__Task statement__. Pull each line holding "data" out of the entries below.

__Materials provided__.

Content starts

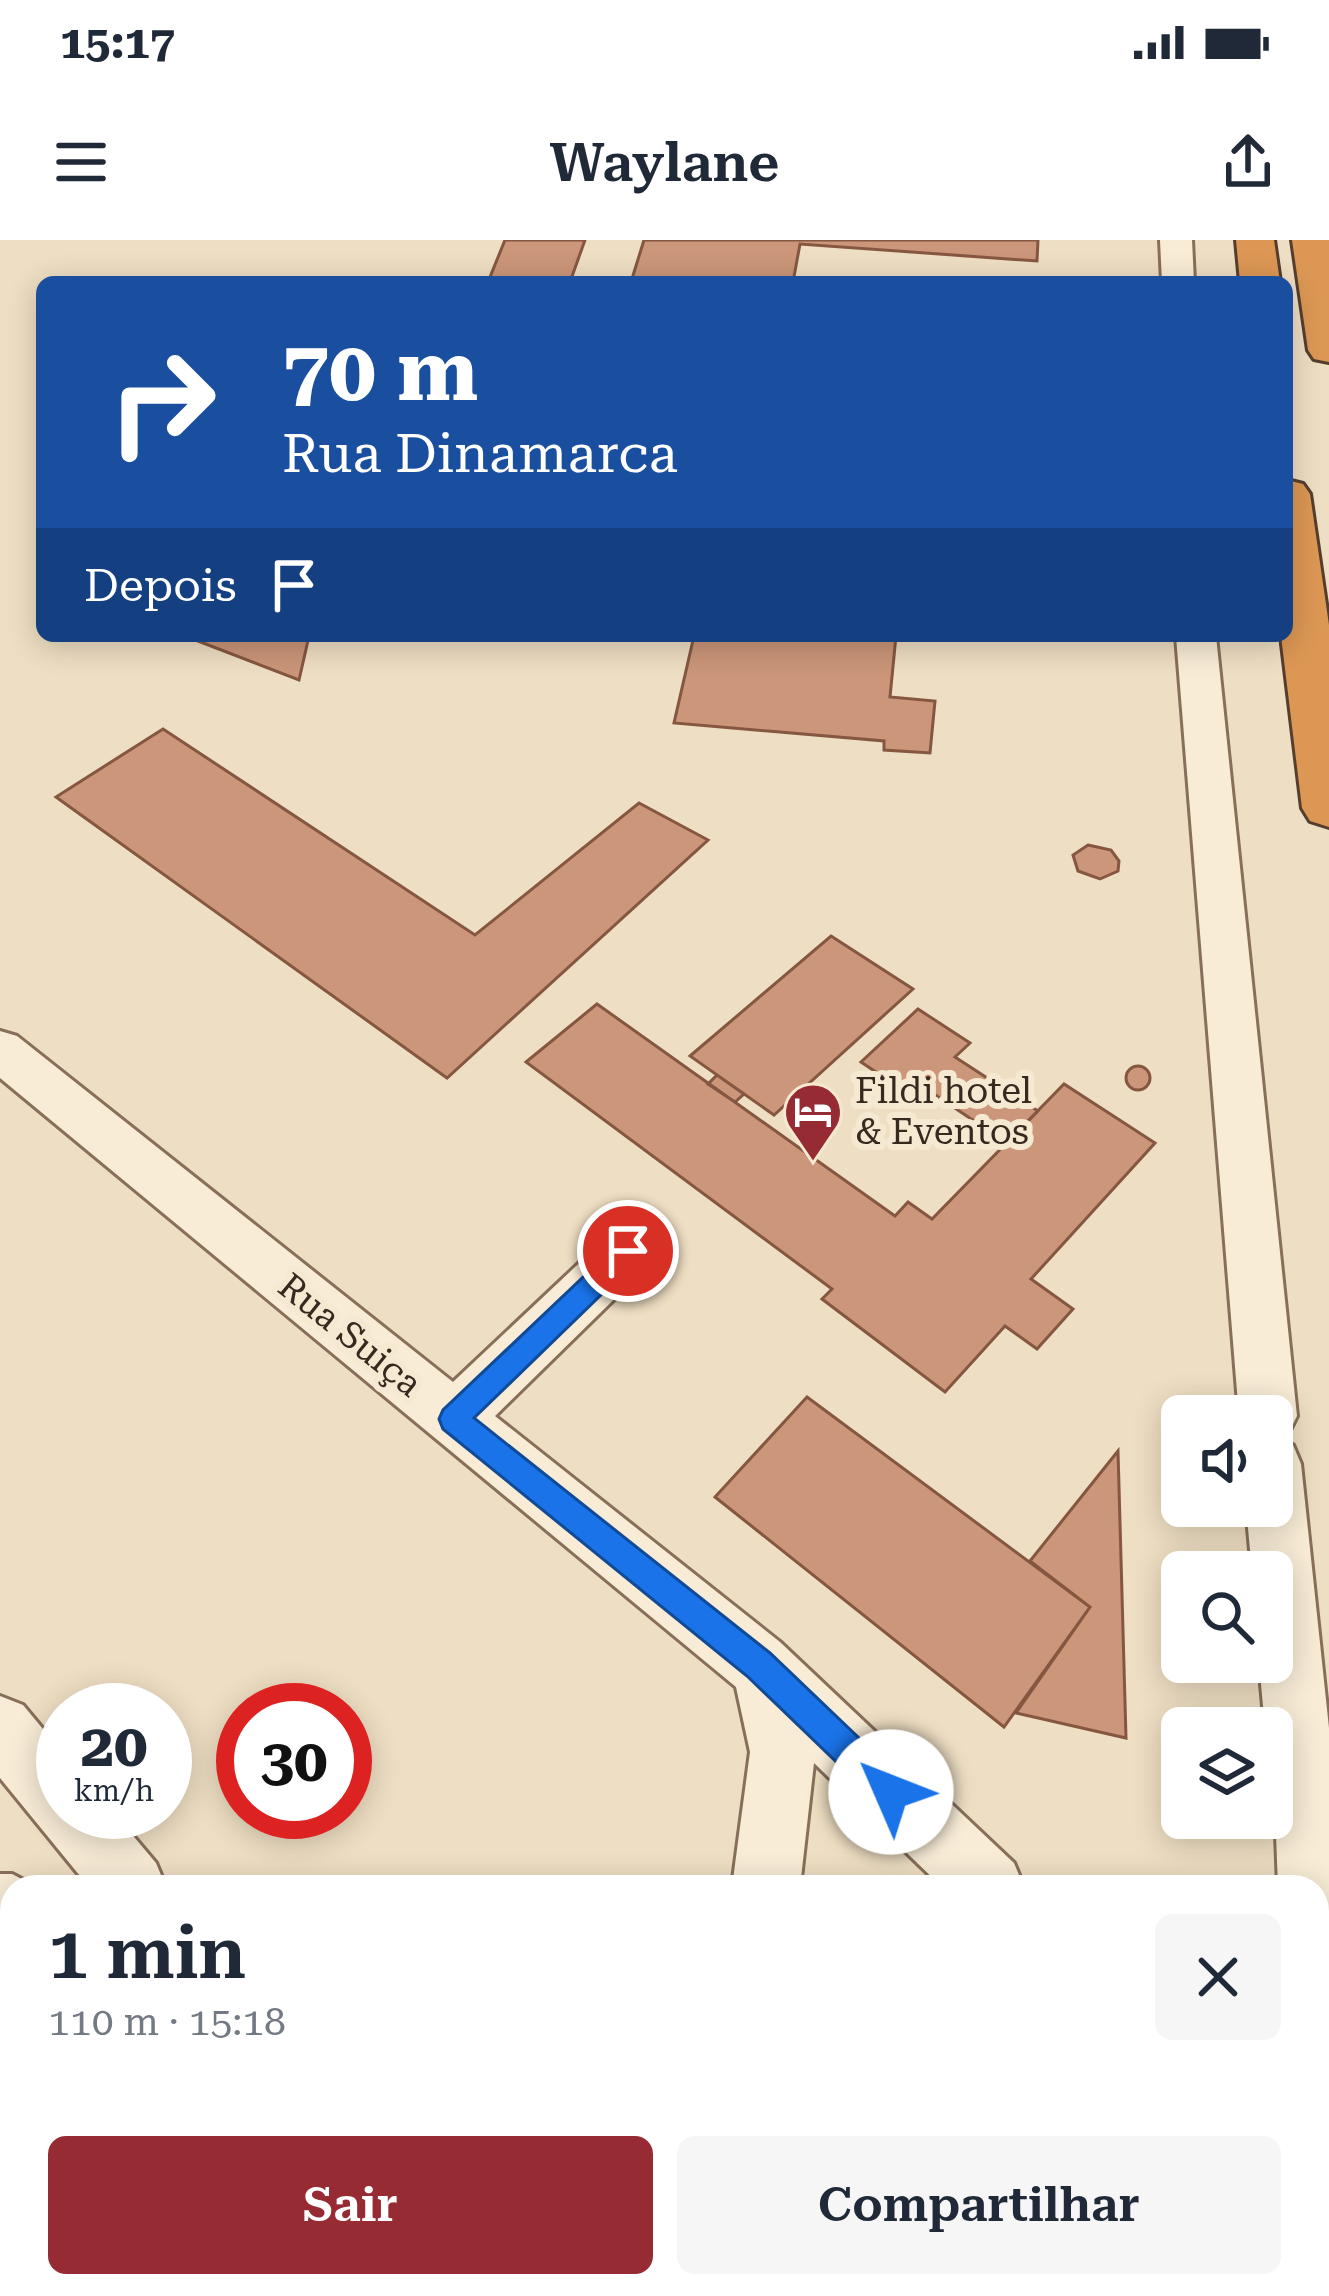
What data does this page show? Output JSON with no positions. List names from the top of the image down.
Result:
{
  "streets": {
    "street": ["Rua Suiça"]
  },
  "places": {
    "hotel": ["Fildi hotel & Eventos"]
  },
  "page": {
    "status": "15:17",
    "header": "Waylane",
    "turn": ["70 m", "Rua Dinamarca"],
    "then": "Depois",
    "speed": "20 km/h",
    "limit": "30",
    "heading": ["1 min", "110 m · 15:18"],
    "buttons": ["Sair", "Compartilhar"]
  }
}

Content ends
Content starts

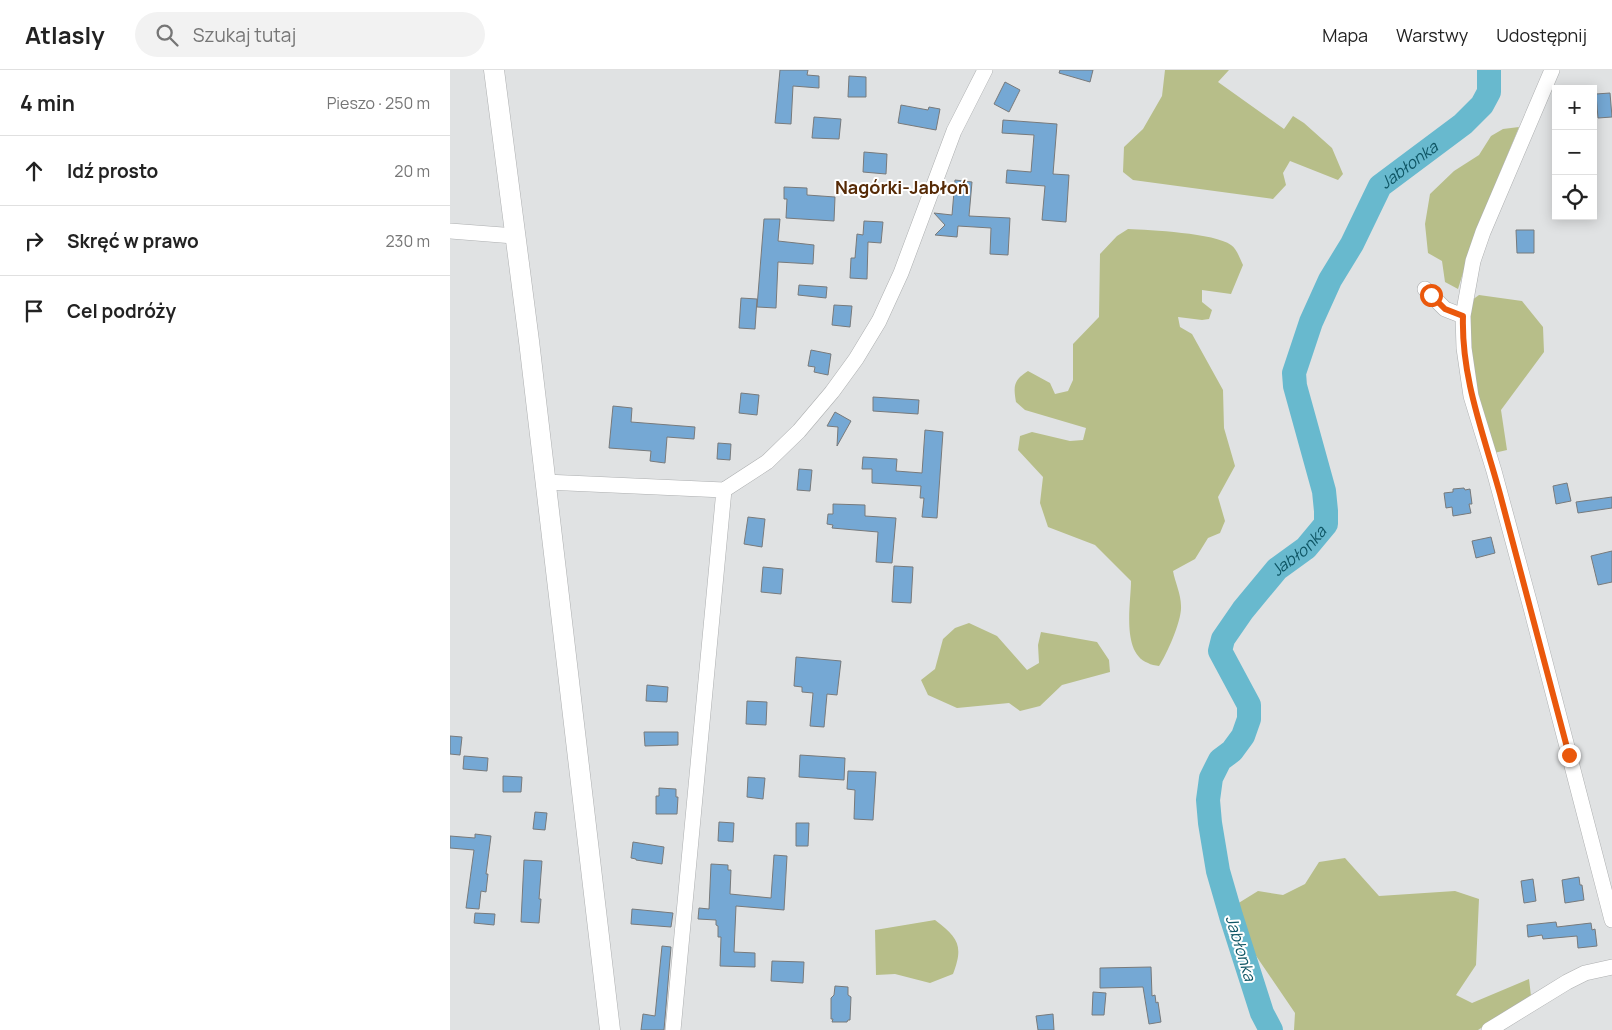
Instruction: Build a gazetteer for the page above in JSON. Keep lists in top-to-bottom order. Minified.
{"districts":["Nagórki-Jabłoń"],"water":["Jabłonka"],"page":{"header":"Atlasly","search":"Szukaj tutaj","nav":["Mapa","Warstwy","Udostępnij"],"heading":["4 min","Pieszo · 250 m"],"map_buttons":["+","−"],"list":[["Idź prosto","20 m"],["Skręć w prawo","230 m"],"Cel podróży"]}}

Content ends
Content starts

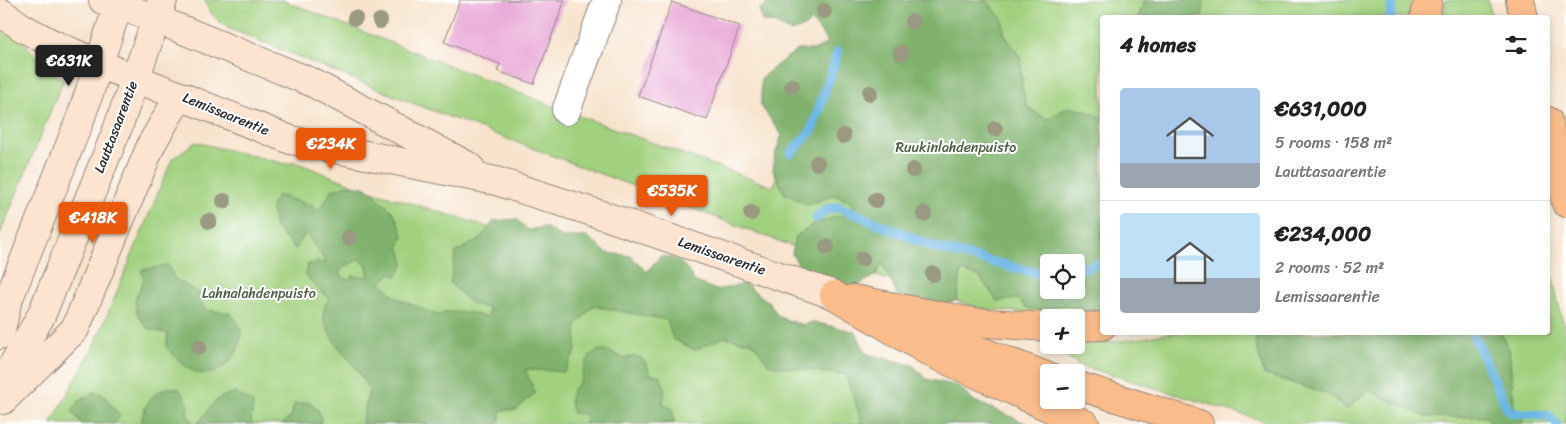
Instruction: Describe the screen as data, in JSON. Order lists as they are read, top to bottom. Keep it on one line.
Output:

Content ends

__Completed task__.
What data does this page show? Output JSON with no positions. List names from the top of the image down.
Instruction: Describe the screen as data, in JSON. Order lists as they are read, top to bottom. Keep it on one line.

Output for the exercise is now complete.